■ **About this exercise**: Exclude the pictures and retype the entries as written.

■ **Source data**:
---+---
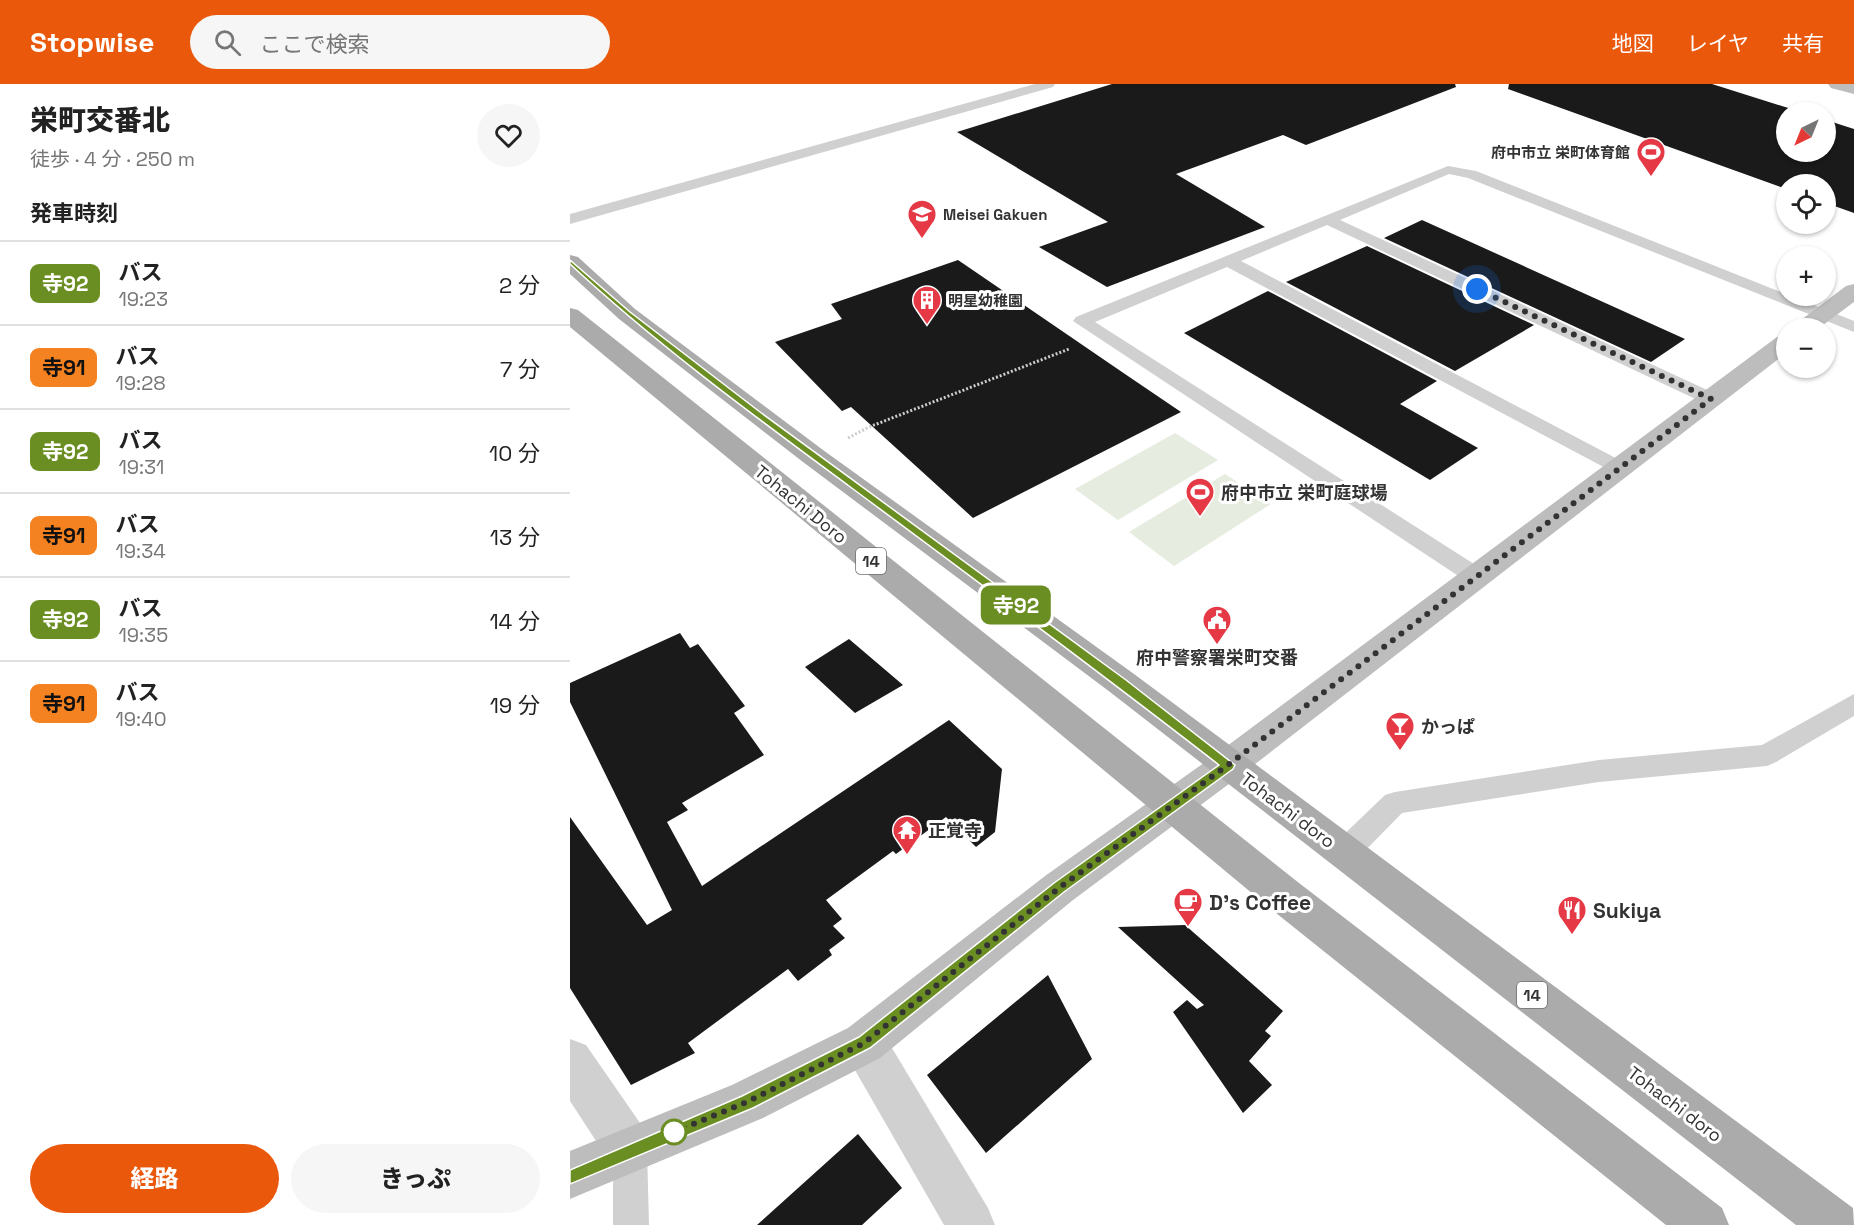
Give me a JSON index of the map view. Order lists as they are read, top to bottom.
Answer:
{
  "streets": {
    "main road": ["Tohachi Doro", "14", "Tohachi doro"]
  },
  "crossings": [
    ["Tohachi Doro", "14"]
  ],
  "places": {
    "sports": ["府中市立 栄町体育館", "府中市立 栄町庭球場"],
    "school or university": ["Meisei Gakuen"],
    "building": ["明星幼稚園"],
    "public building": ["府中警察署栄町交番"],
    "bar": ["かっぱ"],
    "temple": ["正覚寺"],
    "cafe": ["D's Coffee"],
    "restaurant": ["Sukiya"]
  },
  "lines": ["bus line 寺92"],
  "north": "bottom left",
  "page": {
    "header": "Stopwise",
    "search": "ここで検索",
    "nav": ["地図", "レイヤ", "共有"],
    "heading": [
      ["栄町交番北", "徒歩 · 4 分 · 250 m"],
      "発車時刻"
    ],
    "on_map": "寺92",
    "map_buttons": ["+", "−"],
    "list": [
      {
        "mark": "寺92",
        "name": "バス",
        "note": "19:23",
        "value": "2 分"
      },
      {
        "mark": "寺91",
        "name": "バス",
        "note": "19:28",
        "value": "7 分"
      },
      {
        "mark": "寺92",
        "name": "バス",
        "note": "19:31",
        "value": "10 分"
      },
      {
        "mark": "寺91",
        "name": "バス",
        "note": "19:34",
        "value": "13 分"
      },
      {
        "mark": "寺92",
        "name": "バス",
        "note": "19:35",
        "value": "14 分"
      },
      {
        "mark": "寺91",
        "name": "バス",
        "note": "19:40",
        "value": "19 分"
      }
    ],
    "buttons": ["経路", "きっぷ"]
  }
}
---+---
■ **Answer**:
Give me a JSON index of the map view. Order lists as they are read, top to bottom.
Answer:
{
  "streets": {
    "main road": ["Tohachi Doro", "14", "Tohachi doro"]
  },
  "crossings": [
    ["Tohachi Doro", "14"]
  ],
  "places": {
    "sports": ["府中市立 栄町体育館", "府中市立 栄町庭球場"],
    "school or university": ["Meisei Gakuen"],
    "building": ["明星幼稚園"],
    "public building": ["府中警察署栄町交番"],
    "bar": ["かっぱ"],
    "temple": ["正覚寺"],
    "cafe": ["D's Coffee"],
    "restaurant": ["Sukiya"]
  },
  "lines": ["bus line 寺92"],
  "north": "bottom left",
  "page": {
    "header": "Stopwise",
    "search": "ここで検索",
    "nav": ["地図", "レイヤ", "共有"],
    "heading": [
      ["栄町交番北", "徒歩 · 4 分 · 250 m"],
      "発車時刻"
    ],
    "on_map": "寺92",
    "map_buttons": ["+", "−"],
    "list": [
      {
        "mark": "寺92",
        "name": "バス",
        "note": "19:23",
        "value": "2 分"
      },
      {
        "mark": "寺91",
        "name": "バス",
        "note": "19:28",
        "value": "7 分"
      },
      {
        "mark": "寺92",
        "name": "バス",
        "note": "19:31",
        "value": "10 分"
      },
      {
        "mark": "寺91",
        "name": "バス",
        "note": "19:34",
        "value": "13 分"
      },
      {
        "mark": "寺92",
        "name": "バス",
        "note": "19:35",
        "value": "14 分"
      },
      {
        "mark": "寺91",
        "name": "バス",
        "note": "19:40",
        "value": "19 分"
      }
    ],
    "buttons": ["経路", "きっぷ"]
  }
}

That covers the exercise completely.